Opinion: there is a huge difference between the carrot and stick approaches when it comes to increasing our performance in the workplace
When asked, most people will say that their pay or salary is an important determinant of whether they are satisfied in their jobs and money is undoubtedly a significant driver of human behaviour. Despite this, money and incentives are not particularly good motivators. Having a salary that one considers reasonable or fair is important and getting a fair day's pay for a fair day's work drives the extent to which we feel satisfied by our jobs.
Although commonly thought of as being one and the same thing, job satisfaction and work motivation are different. Job satisfaction refers to how favourably we look upon our job, but motivation is a driving force and is responsible for the direction and persistence of the work we do to meet our goals. The key difference between just being satisfied in our job and being motivated by our job is the idea of drive and persistence.
Does the proverbial carrot approach to motivating employees work?
One of the key questions we must ask then is whether compensation systems like incentives and pay-for-performance have the effect of increasing our drive, persistence and performance?

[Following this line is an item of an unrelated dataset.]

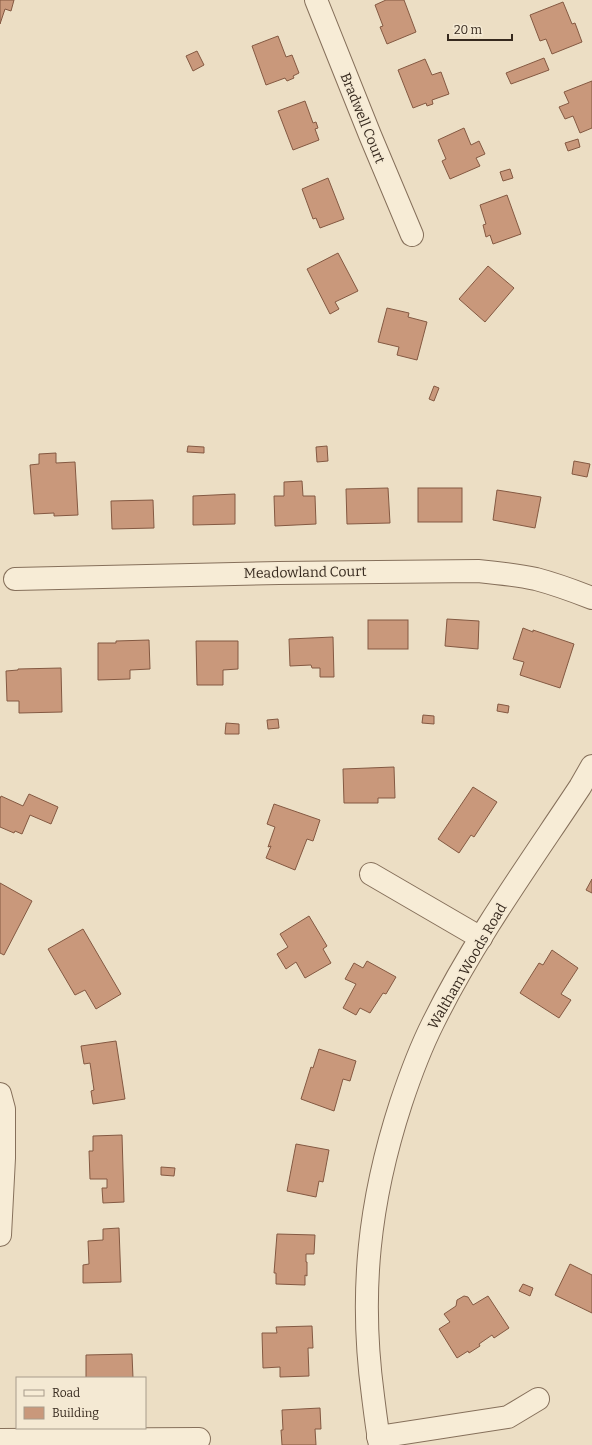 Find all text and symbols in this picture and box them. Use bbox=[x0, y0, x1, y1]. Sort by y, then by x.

Does the proverbial carrot approach to motivating employees work?
A second issue is whether forcing employees to engage in certain behaviours, through compliance or punishment for non-compliance, has the desired effect. Does the "stick" approach to motivating employees work? The answer to these questions can be best understood by thinking about different types of motivation.
The surprising truth about what motivates us by RSA Animates
We can distinguish between two general types of work motivation. The first, autonomous motivation, is when we engage in work tasks because we enjoy them, find them interesting or because they meet an important value or goal. In contrast, controlled motivation involves doing a work task to obtain a reward or avoid a punishment.
When we work or engage in a work task only because we are paid for it or receive a bonus for doing so, we are working from a sense of controlled motivation. In some cases, incentives (carrots) can actually have the opposite effect and demotivate us rather than motivate us. The reason for this is that external rewards, like bonuses or pay-or-performance incentives, can sometimes decrease autonomous motivation. Getting paid a bonus for doing a work task decreases the sense of control or choice with regard to this task, and thus, can sometimes reduce the extent to which we enjoy it or feel that they are important to us in our work.
Controlled motivation can also encompass the perception that we will be reprimanded or punished for not doing something at work. Decades of research on motivation have shown us that punishment or reprimand (or even the threat of) are very poor ways to motivate certain types of behaviour. At best, individuals will only to continue to engage in a certain behaviour (whether it be a work task or something else), while the threat of punishment or reprimand exists. If that threat is removed, they will cease so the stick approach to motivation is a very poor one.
Experiencing controlled motivation at work is very difficult. Even those of us who love our jobs will experience days when we don’t feel like working or have tasks that we really hate doing. Thus, motivational type only goes so far. It explains what motivates us, but doesn’t explain how we motivate ourselves.
Technically, how we motivate ourselves is referred to as volition and it explains why making ourselves do tasks that we don’t like or find boring tires us out more than doing tasks that we like or enjoy. When we do a part of our work that we enjoy, we don’t have to motivate ourselves to do it because we are autonomously motivated for that task. However, when have to do a task that we don’t enjoy or find boring, we have to expend energy both doing the task and getting ourselves to do the task. This is why controlled motivation is more effortful.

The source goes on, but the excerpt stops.